This transit advocate enjoys the flexibility of combining his bike with the bus or sbX for local trips
“I take the bus whenever I don’t feel like sweating too much on my bike,” laughed Loma Linda resident Marven Norman when we caught up with him for a phone interview. “As a matter of fact, I’m on the sbX right now!”
An avid cyclist, Marven is also Vice President of the Inland Empire Biking Alliance. The group was formed to unify the cycling community to have a stronger voice in promoting bicycling for transportation and recreation.
“Right now the Inland Empire is one of the worst places for bikes. And it’s hard on drivers too,” said Marven. “Part of what we do is work with area agencies to improve the biking environment in our community with bike trails, bike lanes and other amenities.”
Marven has a strong interest in transit, from bikes and buses to trains and planes. He educated himself on transit planning issues a few years ago when looking into the possibility of new bike lanes.
“I realized pretty quickly that there was a bigger picture to be considered. It wasn’t just about putting paint to pavement. From that I also developed a strong interest in sustainable living and urban renewal.”
His first experience with Omnitrans was as a Valley College student in the Go Smart Program, which provided students at participating colleges with unlimited rides with their student ID. He liked the fact that he could save money and not worry about the hassles of campus parking.
Later he went on to get his Bachelors in Psychology from Cal State San Bernardino and now works as a substitute teacher for the San Bernardino School District. Although he owns a car, he still often favors a combination of bike and bus to get where he needs to go.
He believes more people would consider switching to bikes if more bike lanes were available, because it’s a fast and simple way to get around for quick trips. And for longer distance travel, challenging terrain or bad weather, it can be easily combined with the bus. With California’s recent approval of triple bike racks for buses, along with new bus rapid transit (BRT) coaches that offer interior bike racks, public transportation in the Inland Empire is slowly becoming friendlier to cyclists.
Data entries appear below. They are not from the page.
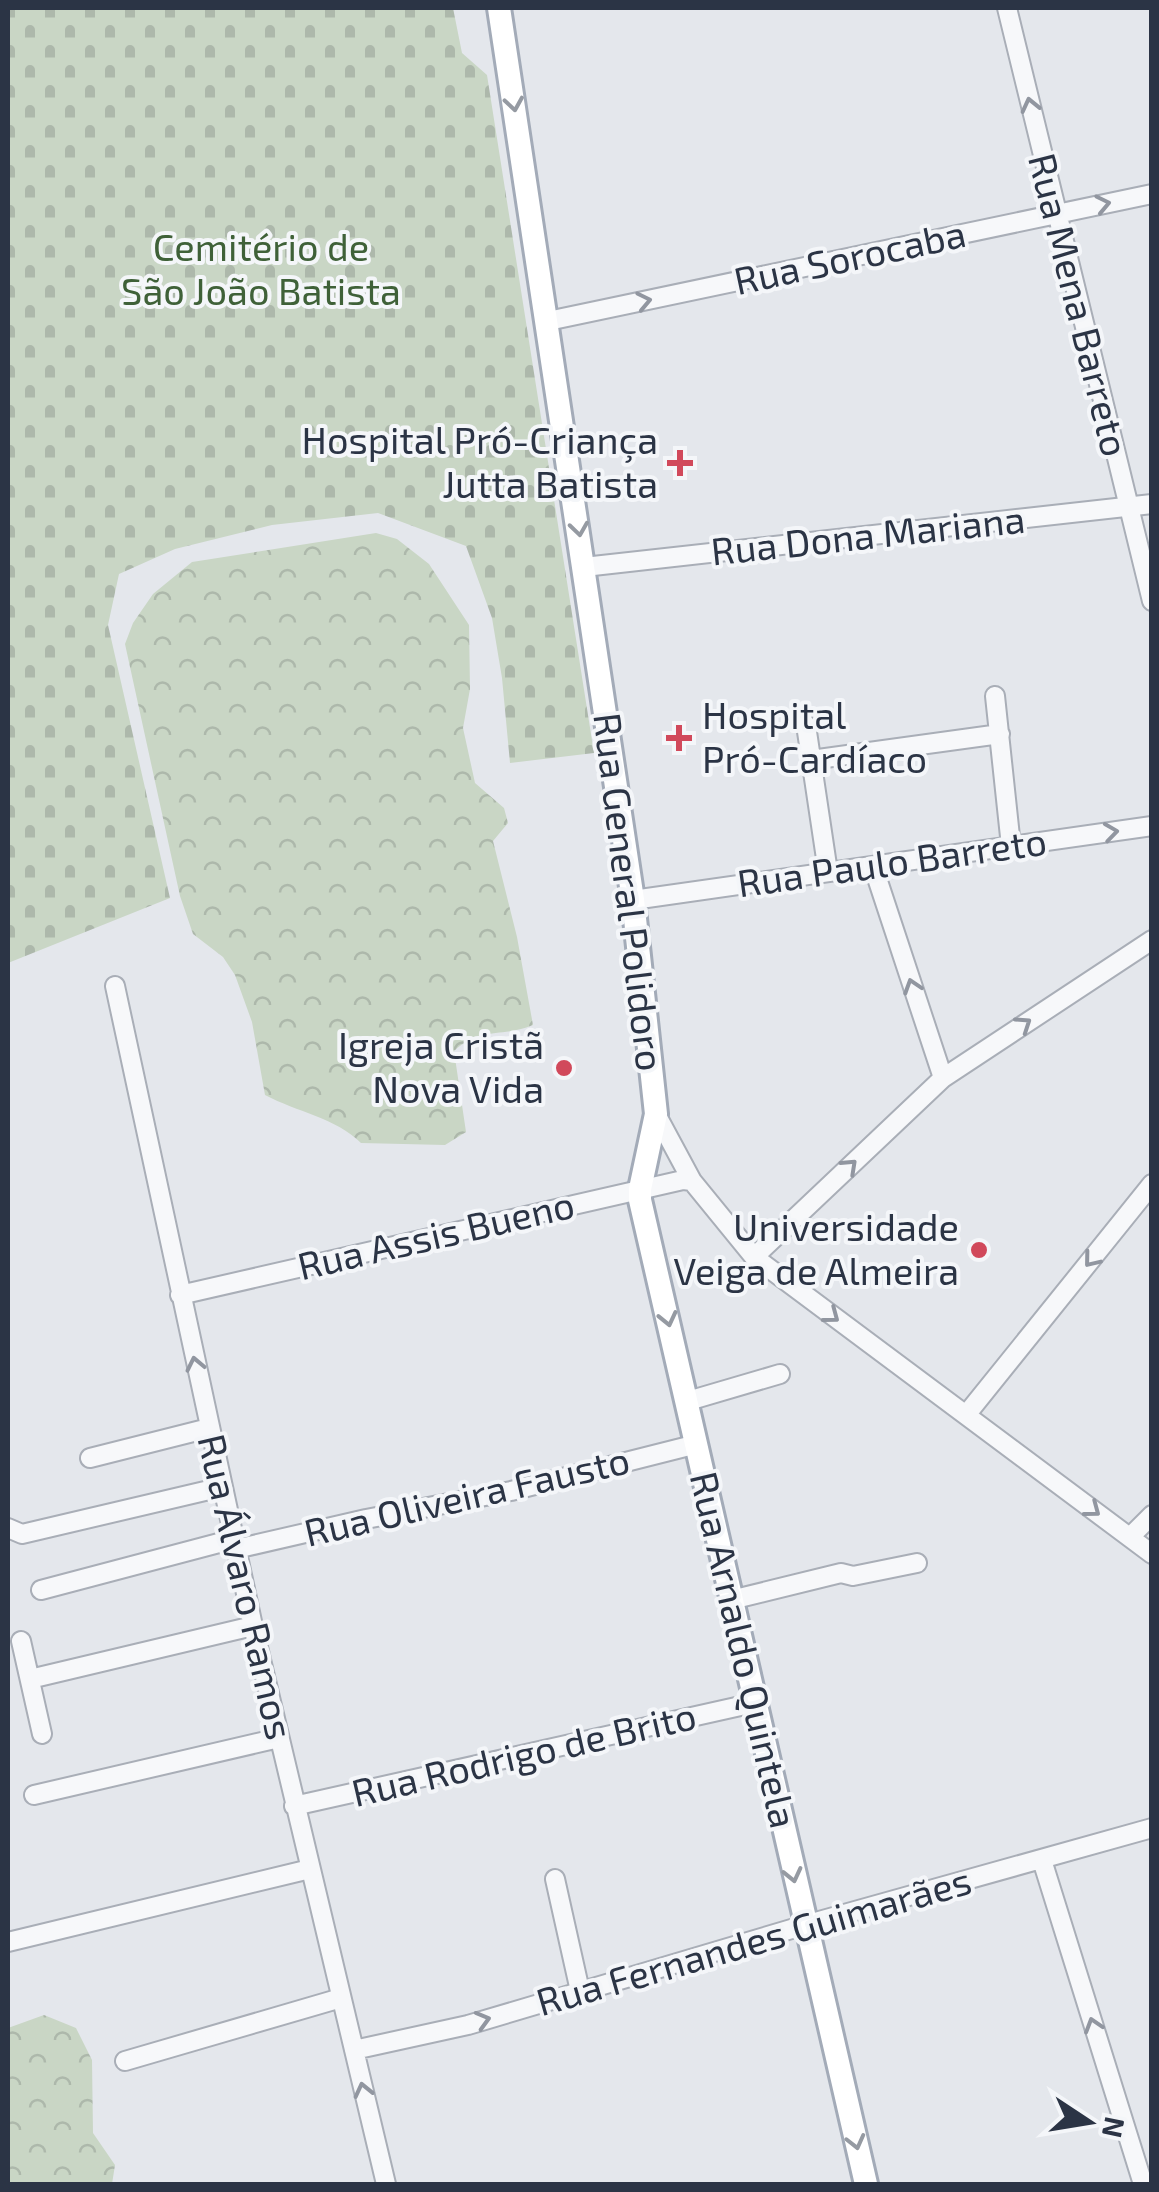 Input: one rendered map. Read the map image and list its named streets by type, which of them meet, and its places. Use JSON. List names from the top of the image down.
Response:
{
  "streets": {
    "main road": ["Rua General Polidoro", "Rua Arnaldo Quintela"],
    "street": [
      "Rua Sorocaba",
      "Rua Mena Barreto",
      "Rua Dona Mariana",
      "Rua Paulo Barreto",
      "Rua Assis Bueno",
      "Rua Oliveira Fausto",
      "Rua Álvaro Ramos",
      "Rua Rodrigo de Brito",
      "Rua Fernandes Guimarães"
    ]
  },
  "crossings": [
    ["Rua Sorocaba", "Rua Mena Barreto"],
    ["Rua Sorocaba", "Rua General Polidoro"],
    ["Rua Mena Barreto", "Rua Dona Mariana"],
    ["Rua Dona Mariana", "Rua General Polidoro"],
    ["Rua Paulo Barreto", "Rua General Polidoro"],
    ["Rua General Polidoro", "Rua Assis Bueno"],
    ["Rua General Polidoro", "Rua Arnaldo Quintela"],
    ["Rua Assis Bueno", "Rua Álvaro Ramos"],
    ["Rua Assis Bueno", "Rua Arnaldo Quintela"],
    ["Rua Oliveira Fausto", "Rua Álvaro Ramos"],
    ["Rua Oliveira Fausto", "Rua Arnaldo Quintela"],
    ["Rua Álvaro Ramos", "Rua Rodrigo de Brito"],
    ["Rua Álvaro Ramos", "Rua Fernandes Guimarães"],
    ["Rua Arnaldo Quintela", "Rua Rodrigo de Brito"],
    ["Rua Arnaldo Quintela", "Rua Fernandes Guimarães"]
  ],
  "one_way": ["Rua Sorocaba", "Rua General Polidoro", "Rua Arnaldo Quintela"],
  "parks": ["Cemitério de São João Batista"],
  "places": {
    "health": ["Hospital Pró-Criança Jutta Batista", "Hospital Pró-Cardíaco"],
    "other": ["Igreja Cristã Nova Vida", "Universidade Veiga de Almeira"]
  },
  "north": "right"
}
There’s also a growing sense of community among cyclists themselves, and many of them lend a hand to each other when riding the bus.
“If two of us get to the bus at the same time, we’ll usually talk and figure out who will be getting off first so we can set up the bikes accordingly. It makes it easier to unload your bike that way,” said Marven. “And sometimes on the bus when I see other cyclists trying to board and the racks are full, I’ll get off and bike to my destination. Most of the time I’m not going that far, and I can get there just as quickly on my bike. I’m also not intimidated by traffic like some cyclists, so I really don’t mind.”
As for the future, Marven is looking forward to Omnitrans’ development of the West Valley Connector Corridor. In addition to more BRT coaches, he hopes to see more bike improvements in the area.